Event Recap: Remembering Vladimir Mayakovsky With the Poet’s Daughter

On April 11, 2010, Sunday Best devotees and  fans of Vladimir Mayakovsky gathered to celebrate the poet’s life and work.   A leading Futurist, Mayakovsky became known as the poet of the Russian Revolution, and his life and work are distinguished by their political engagement.  However, he became increasingly disenchanted and critical of the Soviet government.  When the poet died in 1930, three months shy of what would have been his 37th birthday, the official verdict was that he had committed suicide.  Nonetheless, questions remain about possible state involvement in his death, and some believe that he was assassinated on the orders of Stalin.  Whatever the truth about Mayakovsky’s death, his stature as a lion of Russian–and indeed world–literature cannot be denied.

Those attending the reading experienced the spine-tingling treat of hearing a recording from close to a century ago of Mayakovsky reading his own poetry in Russian.   The multi-talented poet and physician Andrey Gritsman read his translations of some of Mayakovsky’s most beautiful and affecting poems including “A Cloud in Trousers,” “The Backbone Flute,” and “Brooklyn Bridge.”

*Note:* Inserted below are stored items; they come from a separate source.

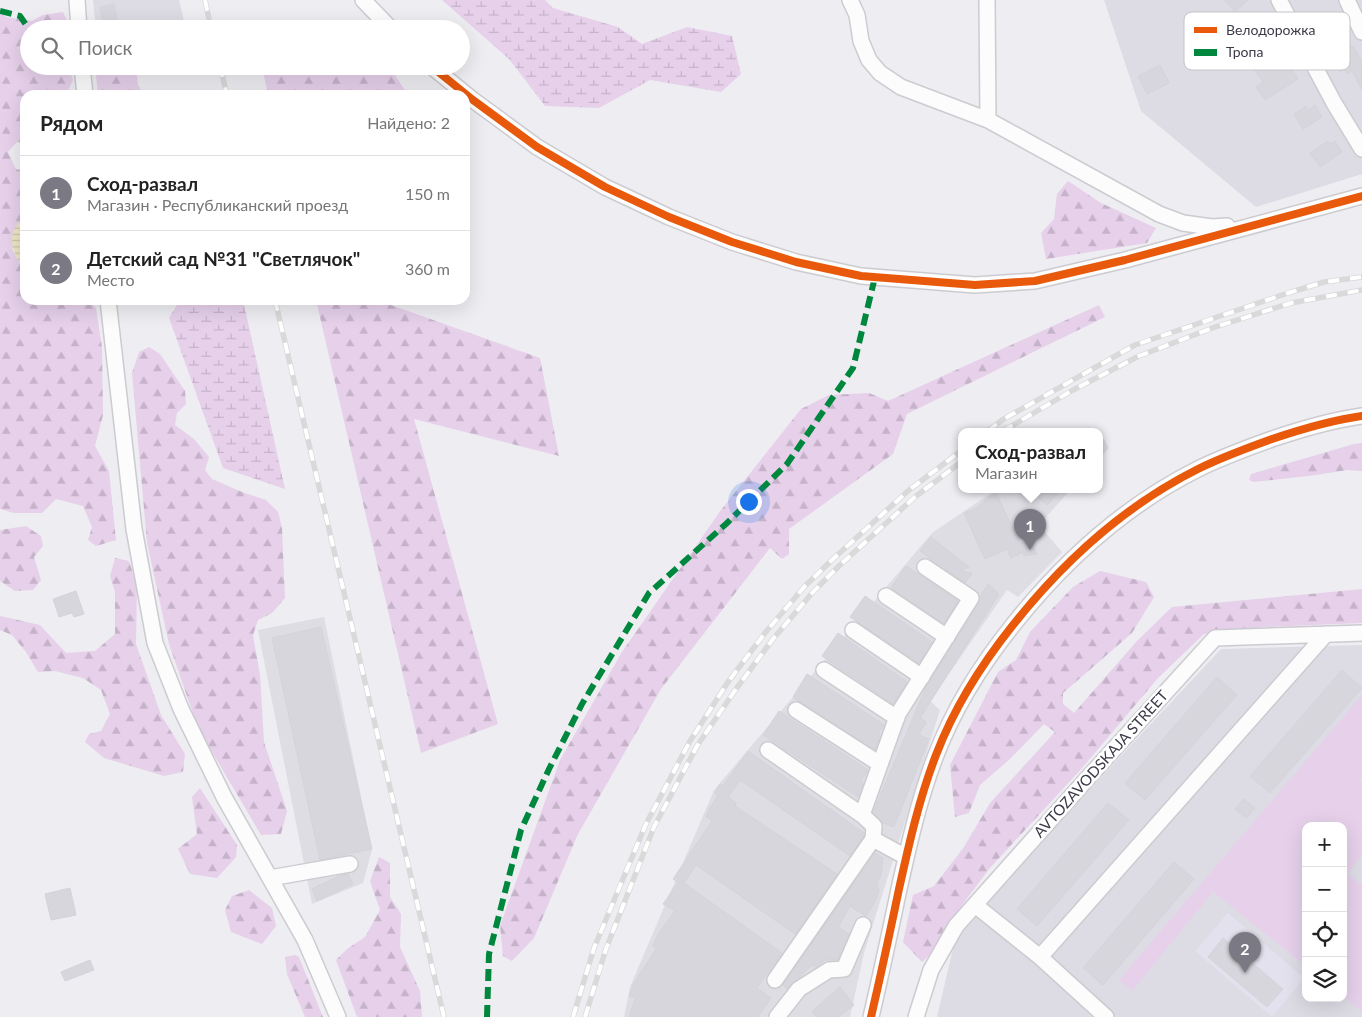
<!DOCTYPE html>
<html lang="ru">
<meta charset="utf-8">
<style>
body{margin:0;font-family:Lato,sans-serif;background:#f6f6f6;color:#222}
.controls{position:absolute;right:15px;bottom:15px;display:grid;overflow:hidden;border-radius:10px;box-shadow:0 5px 20px #0002}
.controls button{width:45px;height:45px;display:grid;place-items:center;padding:0;border:0;border-bottom:1px solid #e0e0e0;background:#fff;color:#222;font:25px sans-serif}
.you{position:absolute;left:748px;top:501px;width:18px;height:18px;margin:-12px;border:4px solid #fff;border-radius:50%;background:#1a73e8;box-shadow:0 0 0 8px #1a73e833}
.badge{display:grid;place-items:center;width:32px;height:32px;border-radius:50%;background:#7a7984;color:#fff;font-size:16px;font-weight:700}
.pin{position:absolute;translate:-50% -41px;filter:drop-shadow(0 1px 2px #0008)}
.pin::after{content:'';position:absolute;top:26px;width:18px;height:15px;background:inherit;clip-path:polygon(0 0,100% 0,50% 100%)}
.popup{position:absolute;left:958px;top:428px;width:145px;height:65px;box-sizing:border-box;display:grid;place-content:center;border-radius:10px;background:#fff;filter:drop-shadow(0 1px 4px #0005);font-size:16px;white-space:nowrap;color:#767676}
.popup b{font-size:19px;color:#222}
.popup::after{content:'';position:absolute;left:50%;top:100%;margin-left:-10px;border:10px solid transparent;border-top-color:#fff}
.list{margin:0;padding:0;list-style:none}
h2{display:flex;justify-content:space-between;align-items:center;height:65px;margin:0;padding:0 20px;font-size:21px}
h2 small{font-size:16px;font-weight:400;color:#767676}
.list li{display:grid;grid-template-columns:32px 1fr auto;gap:15px;align-items:center;box-sizing:border-box;height:75px;padding:0 20px;border-top:1px solid #e0e0e0}
.list b{display:block;font-size:19px;white-space:nowrap}
.list p{margin:0;font-size:16px;white-space:nowrap;color:#767676}
.list em{font-size:16px;font-style:normal;color:#767676}
.icon{flex:none;width:28px;height:28px;fill:none;stroke:currentColor;stroke-width:2;stroke-linecap:round;stroke-linejoin:round}
.map{position:relative;flex:none;width:1362px;height:1017px;overflow:hidden}
.search{position:absolute;background:#fff;box-shadow:0 5px 20px #0002;left:20px;top:20px;width:450px;height:55px;display:flex;align-items:center;gap:12px;box-sizing:border-box;padding:0 18px;border-radius:28px;color:#767676;font-size:19px}
.panel{position:absolute;background:#fff;box-shadow:0 5px 20px #0002;left:20px;top:90px;width:450px;height:215px;border-radius:15px}
.map>svg:first-child{display:block}
.residential{fill:#dddce5;fill-rule:evenodd}
.industrial{fill:#dedde4}
.education{fill:#e4e1ee}
.green{fill:#e6d0ea}
.forest{fill:url(#forest-firs)}
.wetland{fill:url(#wetland-marsh)}
.water{fill:url(#water-rules)}
.building{fill:#d7d6dc;stroke:#d4d3da}
.lines{fill:none;stroke-linecap:round;stroke-linejoin:round}
.minor-casing{stroke:#cccbd0;stroke-width:18}
.minor{stroke:#fcfcfd;stroke-width:15}
.rail-casing{stroke:#dad9da;stroke-width:5.5}
.rail{stroke:#fff;stroke-width:4;stroke-dasharray:11;stroke-linecap:butt}
.quiet{stroke:#00873e;stroke-width:6;stroke-dasharray:12 6;stroke-linecap:butt}
.cycleway-casing{stroke:#fff;stroke-width:11}
.cycleway{stroke:#e8590c;stroke-width:8}
.labels{text-anchor:middle;stroke-width:5;stroke-linejoin:round;paint-order:stroke}
.street-label{font-size:15px;fill:#3b3a48;stroke:#fff}
.key{fill:#fff;stroke:#c4c4c8;stroke-width:1}
.key-label{font-size:14px;fill:#3b3a48}
</style>
<div class="map">
<svg width="1362" height="1017" viewBox="0 0 1362 1017">
<defs>
<pattern id="forest-firs" width="22" height="20" patternUnits="userSpaceOnUse" patternTransform="scale(1.25)"><rect width="22" height="20" fill="#e6d0ea"/><path d="M5 1l3.5 6h-7zM16 11l3.5 6h-7z" fill="#c6b3ca"/></pattern>
<pattern id="wetland-marsh" width="20" height="14" patternUnits="userSpaceOnUse" patternTransform="scale(1.25)"><rect width="20" height="14" fill="#e6d0ea"/><path d="M1 5h8M5 5V1M11 12h8M15 12V8" fill="none" stroke="#c6b3ca"/></pattern>
<pattern id="water-rules" width="6" height="5" patternUnits="userSpaceOnUse" patternTransform="scale(1.25)"><rect width="6" height="5" fill="#ebe5c3"/><path d="M0 2.5h6" fill="none" stroke="#cac5a9"/></pattern>
</defs>
<rect width="100%" height="100%" fill="#eeedf2"/>
<path class="residential" d="M 93,0 L 179,0 L 186,29 L 96,29 Z
M 1104,0 L 1362,0 L 1362,174 L 1256,207 L 1141,111 Z
M 1362,645 L 1362,1017 L 937,1017 L 957,931 L 1221,649 ZM 1306,826 L 1343,826 L 1343,998 L 1306,998 Z"/>
<path class="industrial" d="M 1102,436 L 1109,448 L 1099,459 L 1099,437 Z
M 997,489 L 1071,489 L 1039,525 L 1062,552 L 1018,597 L 1007,590 L 930,701 L 940,710 L 864,953 L 850,1017 L 624,1017 L 630,987 L 714,790 L 932,533 Z
M 324,617 L 372,850 L 363,883 L 312,904 L 258,630 Z"/>
<path class="education" d="M 1228,913 L 1304,978 L 1272,1017 L 1195,951 Z"/>
<path class="green" d="M 1362,695 L 1362,776 L 1359,779 L 1362,784 L 1362,854 L 1348,874 L 1362,885 L 1362,1012 L 1343,996 L 1343,826 L 1306,826 L 1306,966 L 1213,892 L 1132,991 L 1119,980 Z"/>
<path class="forest" d="M 0,12 L 6,17 L 32,21 L 43,15 L 63,12 L 71,29 L 29,29 L 29,66 L 68,66 L 73,80 L 66,95 L 25,95 L 25,143 L 17,142 L 8,152 L 16,169 L 25,171 L 25,216 L 24,217 L 12,249 L 25,272 L 25,300 C 32,300 40,299 47,300 C 58,301 64,309 75,300 L 89,300 L 96,308 L 102,347 L 103,415 L 95,446 L 109,471 L 116,540 L 96,546 L 88,540 L 92,527 L 83,506 L 56,499 L 42,513 L 14,513 L 0,509 Z
M 95,66 L 132,66 L 136,69 L 138,85 L 144,95 L 98,95 Z
M 262,66 L 389,66 L 408,95 L 268,95 Z
M 1068,181 L 1101,203 L 1156,228 L 1147,243 L 1046,259 L 1041,233 L 1054,219 L 1057,194 Z
M 316,300 L 387,300 L 388,304 L 540,358 L 559,456 L 414,419 L 498,724 L 421,753 Z
M 1099,305 L 1105,317 L 907,414 L 893,454 L 789,529 L 789,554 L 782,559 L 770,548 L 661,689 L 578,834 L 534,938 L 512,961 L 503,956 L 500,926 L 560,760 L 622,652 L 721,510 L 801,409 L 829,395 L 869,393 L 888,401 Z
M 149,347 L 160,354 L 185,391 L 186,404 L 177,413 L 175,425 L 194,439 L 209,457 L 205,470 L 212,479 L 242,492 L 266,500 L 278,512 L 282,528 L 285,598 L 272,613 L 258,620 L 253,635 L 260,675 L 264,742 L 287,811 L 281,834 L 261,835 L 198,728 L 169,644 L 147,543 L 132,373 L 139,352 Z
M 1362,443 L 1362,471 L 1347,470 L 1316,475 L 1254,482 L 1249,480 L 1251,474 L 1354,444 Z
M 26,526 L 41,536 L 43,546 L 34,557 L 41,580 L 33,590 L 15,591 L 0,581 L 0,530 Z
M 115,558 L 129,561 L 137,585 L 136,644 L 161,715 L 185,754 L 183,772 L 164,776 L 104,758 L 85,742 L 89,734 L 101,731 L 110,714 L 101,690 L 83,678 L 55,671 L 38,672 L 26,652 L 12,635 L 0,630 L 0,616 L 40,625 L 66,653 L 95,651 L 115,634 L 115,592 L 110,576 Z
M 1100,571 L 1146,582 L 1154,597 L 1132,633 L 1063,693 L 1063,704 L 1074,713 L 1137,641 L 1172,607 L 1362,589 L 1362,623 L 1264,627 L 1204,634 L 1158,678 L 1083,767 L 989,869 L 951,920 L 931,954 L 922,962 L 903,942 L 913,895 L 934,886 L 964,847 L 990,803 L 1055,732 L 1044,724 L 1010,759 L 980,785 L 969,813 L 955,817 L 950,765 L 998,672 L 1016,660 L 1030,632 L 1073,587 Z
M 200,788 L 237,845 L 236,857 L 217,878 L 190,874 L 178,849 L 197,834 L 192,797 Z
M 379,857 L 390,863 L 390,897 L 401,914 L 400,947 L 420,991 L 422,1017 L 357,1017 L 336,960 L 347,949 L 365,937 L 380,910 L 370,881 Z
M 249,890 L 272,908 L 276,926 L 262,944 L 231,932 L 225,910 L 232,896 Z
M 295,955 L 299,957 L 323,1017 L 305,1017 L 287,974 L 285,957 Z"/>
<path class="wetland" d="M 442,0 L 545,0 L 553,8 L 618,27 L 642,44 L 687,27 L 732,36 L 741,74 L 721,92 L 650,80 L 599,108 L 545,106 L 509,59 Z
M 180,300 L 243,300 L 285,489 L 223,468 L 169,318 Z"/>
<path class="water" d="M 25,216 L 25,272 C 13,251 3,236 25,216 Z"/>
<path class="building" d="M 1224,0 L 1248,0 L 1235,12 Z
M 114,4 L 117,21 L 103,23 L 100,7 Z
M 1273,42 L 1298,79 L 1265,100 L 1256,87 L 1263,82 L 1247,59 Z
M 1353,46 L 1362,61 L 1362,90 L 1352,71 L 1347,74 L 1344,69 L 1340,72 L 1332,58 Z
M 1160,65 L 1169,83 L 1147,94 L 1138,76 Z
M 1315,105 L 1322,117 L 1303,129 L 1294,114 L 1306,106 L 1308,110 Z
M 1328,141 L 1330,144 L 1335,141 L 1342,152 L 1320,167 L 1310,153 Z
M 1029,489 L 1062,489 L 1047,505 Z
M 996,492 L 1020,544 L 1030,540 L 1037,554 L 1024,556 L 1023,552 L 1011,558 L 1007,549 L 985,559 L 964,513 L 976,508 Z
M 931,537 L 969,567 L 960,571 L 972,573 L 965,583 L 920,551 Z
M 906,566 L 958,601 L 944,624 L 891,588 Z
M 988,584 L 999,594 L 920,718 L 926,722 L 919,735 L 929,739 L 894,827 L 883,823 L 873,813 L 926,687 L 979,603 L 981,599 L 980,597 Z
M 76,591 L 84,614 L 74,617 L 72,613 L 59,617 L 53,599 Z
M 865,596 L 932,642 L 919,663 L 850,617 Z
M 321,627 L 372,849 L 320,860 L 272,638 Z
M 838,633 L 907,682 L 893,704 L 822,656 Z
M 1342,670 L 1362,688 L 1270,793 L 1250,776 Z
M 807,674 L 884,725 L 878,734 L 880,736 L 875,750 L 793,697 Z
M 1217,677 L 1237,695 L 1145,800 L 1125,783 Z
M 779,711 L 868,770 L 861,781 L 863,783 L 858,797 L 763,735 Z
M 748,751 L 864,833 L 864,836 L 850,856 L 740,780 L 728,797 L 736,803 L 735,806 L 837,874 L 795,934 L 696,865 L 684,883 L 782,953 L 757,988 L 771,998 L 758,1017 L 629,1017 L 635,998 L 629,996 L 634,983 L 656,949 L 653,946 L 657,936 L 675,911 L 663,904 L 678,883 L 673,879 L 712,821 L 706,817 L 710,808 L 718,795 L 715,793 L 720,784 L 723,786 Z
M 1244,799 L 1255,808 L 1246,818 L 1235,809 Z
M 1108,803 L 1129,820 L 1037,926 L 1017,909 Z
M 875,853 L 883,858 L 881,875 L 877,882 L 879,891 L 873,905 L 866,916 L 850,906 L 838,927 L 849,934 L 844,944 L 838,960 L 825,960 L 816,967 L 812,965 L 787,989 L 783,985 Z
M 1174,862 L 1194,879 L 1103,985 L 1083,968 Z
M 348,874 L 353,884 L 317,901 L 312,889 L 341,875 Z
M 70,888 L 76,915 L 51,920 L 45,894 Z
M 1223,938 L 1283,989 L 1267,1007 L 1208,957 Z
M 90,960 L 94,970 L 65,981 L 61,972 Z
M 840,987 L 854,1005 L 838,1017 L 816,1017 L 812,1011 Z"/>
<g class="lines">
<defs>
<path id="minor" d="M 77,0 L 79,29
M 363,0 L 391,29
M 850,0 L 857,15 L 861,41 L 869,60 L 880,73 L 901,87 L 988,120 L 1159,214 L 1183,223 L 1212,227 L 1227,226
M 987,0 L 988,120
M 1279,0 L 1334,103 L 1362,149
M 1347,0 L 1362,32
M 82,66 L 85,95
M 431,66 L 473,100 L 537,147 L 605,187 L 669,217 L 732,242 L 796,262 L 861,276 L 975,285 L 1035,281 L 1125,260 L 1362,196
M 108,300 L 134,529 L 155,643 L 181,709 L 224,797 L 305,940 L 338,1017
M 886,596 L 947,637
M 853,630 L 922,677
M 824,670 L 897,718
M 796,710 L 880,764
M 768,750 L 862,815
M 873,839 L 874,826 L 862,815 L 898,714 L 971,598 L 925,567
M 270,878 L 350,864
M 975,905 L 1040,957 L 1106,1017
M 1040,957 L 1326,634
M 775,980 L 873,839 L 906,857
M 777,1017 L 799,989 L 829,970 L 844,969 L 863,925
M 871,1017 C 881,974 890,932 899,889 C 909,844 919,799 936,755 C 954,708 981,665 1013,625 C 1063,562 1126,505 1198,469 C 1222,457 1247,448 1272,439 C 1302,429 1332,420 1362,416
M 916,1017 L 931,970 L 956,926 L 1085,781 L 1215,638 L 1362,633"/>
</defs>
<use href="#minor" class="minor-casing"/>
<use href="#minor" class="minor"/>
<defs>
<path id="rail" d="M 205,0 L 211,29
M 220,66 L 227,95
M 275,300 L 444,1017
M 988,431 L 1002,420 L 1135,345 L 1288,293 L 1324,282 L 1362,277
M 1003,431 L 1073,390 L 1139,356 L 1215,327 L 1291,303 L 1362,290
M 573,1017 L 594,948 L 646,824 L 690,741 L 728,682 L 765,633 L 805,586 L 833,559 L 909,490 L 961,451
M 585,1017 L 606,949 L 654,827 L 697,746 L 736,689 L 773,639 L 813,592 L 840,565 L 915,497 L 961,462"/>
</defs>
<use href="#rail" class="rail-casing"/>
<use href="#rail" class="rail"/>
<path class="quiet" d="M 0,11 L 20,16 L 29,29
M 487,1017 L 489,954 L 521,830 L 549,769 L 582,704 L 649,593 L 726,524 L 787,464 L 853,368 L 875,277"/>
<defs>
<path id="cycleway" d="M 431,66 L 473,100 L 537,147 L 605,187 L 669,217 L 732,242 L 796,262 L 861,276 L 975,285 L 1035,281 L 1125,260 L 1362,196
M 871,1017 C 881,974 890,932 899,889 C 909,844 919,799 936,755 C 954,708 981,665 1013,625 C 1063,562 1126,505 1198,469 C 1222,457 1247,448 1272,439 C 1302,429 1332,420 1362,416"/>
</defs>
<use href="#cycleway" class="cycleway-casing"/>
<use href="#cycleway" class="cycleway"/>
</g>
<g class="labels">
<g class="street-label">
<text transform="translate(1101 764) rotate(-48)" y="5">AVTOZAVODSKAJA STREET</text>
</g>
</g>
<rect x="1184" y="12" width="166" height="58" rx="8" class="key"/>
<rect x="1194" y="27" width="23" height="6" fill="#e8590c"/>
<rect x="1194" y="49" width="23" height="7" fill="#00873e"/>
<g class="key-label">
<text x="1226" y="35">Велодорожка</text>
<text x="1226" y="57">Тропа</text>
</g>
</svg>
<div class="controls">
<button>+</button>
<button>−</button>
<button><svg class="icon" aria-label="locate" viewBox="0 0 24 24"><circle cx="12" cy="12" r="6"/><path d="M12 2v4M12 18v4M2 12h4M18 12h4"/></svg></button>
<button><svg class="icon" aria-label="layers" viewBox="0 0 24 24"><path d="M12 4l9 5-9 5-9-5zM3 14l9 5 9-5"/></svg></button>
</div>
<div class="you"></div>
<div class="pin badge" style="left:1030px;top:550px">1</div>
<div class="popup"><b>Сход-развал</b>Магазин</div>
<div class="pin badge" style="left:1245px;top:973px">2</div>
<div class="search"><svg class="icon" aria-label="search" viewBox="0 0 24 24"><circle cx="10" cy="10" r="6"/><path d="M15 15l6 6"/></svg>Поиск</div>
<section class="panel">
<h2>Рядом<small>Найдено: 2</small></h2>
<ul class="list">
<li><span class="badge">1</span><div><b>Сход-развал</b><p>Магазин · Республиканский проезд</p></div><em>150 m</em></li>
<li><span class="badge">2</span><div><b>Детский сад №31 &quot;Светлячок&quot;</b><p>Место</p></div><em>360 m</em></li>
</ul>
</section>
</div>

The most moving presentation of the afternoon’s celebration was that of Mayakovsky’s own daughter, Professor Patricia J. Thompson (Yelena V. Mayakovskya), who read several selections from Mayakovsky in Manhattan: A Love Story, which is based on Thompson’s conversations with her late mother as well as excerpts from her mother’s own unpublished memoirs.  The story of the romance between Mayakovsky and Thompson’s mother was poignant, and the insights Thompson shared about her father’s life and work were revelatory.  Thompson’s reading was a stirring tribute, not only to Mayakovsky the poet, but to Mayakovsky the man and father.